▶ [TASK STATEMENT]
The full listing must be reproduced exactly as given.

▶ [DATA]
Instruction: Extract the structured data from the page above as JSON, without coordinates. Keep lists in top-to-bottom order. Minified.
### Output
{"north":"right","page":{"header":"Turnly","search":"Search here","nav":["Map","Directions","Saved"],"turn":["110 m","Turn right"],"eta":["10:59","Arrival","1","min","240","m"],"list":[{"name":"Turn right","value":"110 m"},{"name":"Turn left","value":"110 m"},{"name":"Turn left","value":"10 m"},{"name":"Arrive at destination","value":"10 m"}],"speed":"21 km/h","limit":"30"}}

▶ [SOLUTION FOR THIS PROBLEM]
Instruction: Extract the structured data from the page above as JSON, without coordinates. Keep lists in top-to-bottom order. Minified.
### Output
{"north":"right","page":{"header":"Turnly","search":"Search here","nav":["Map","Directions","Saved"],"turn":["110 m","Turn right"],"eta":["10:59","Arrival","1","min","240","m"],"list":[{"name":"Turn right","value":"110 m"},{"name":"Turn left","value":"110 m"},{"name":"Turn left","value":"10 m"},{"name":"Arrive at destination","value":"10 m"}],"speed":"21 km/h","limit":"30"}}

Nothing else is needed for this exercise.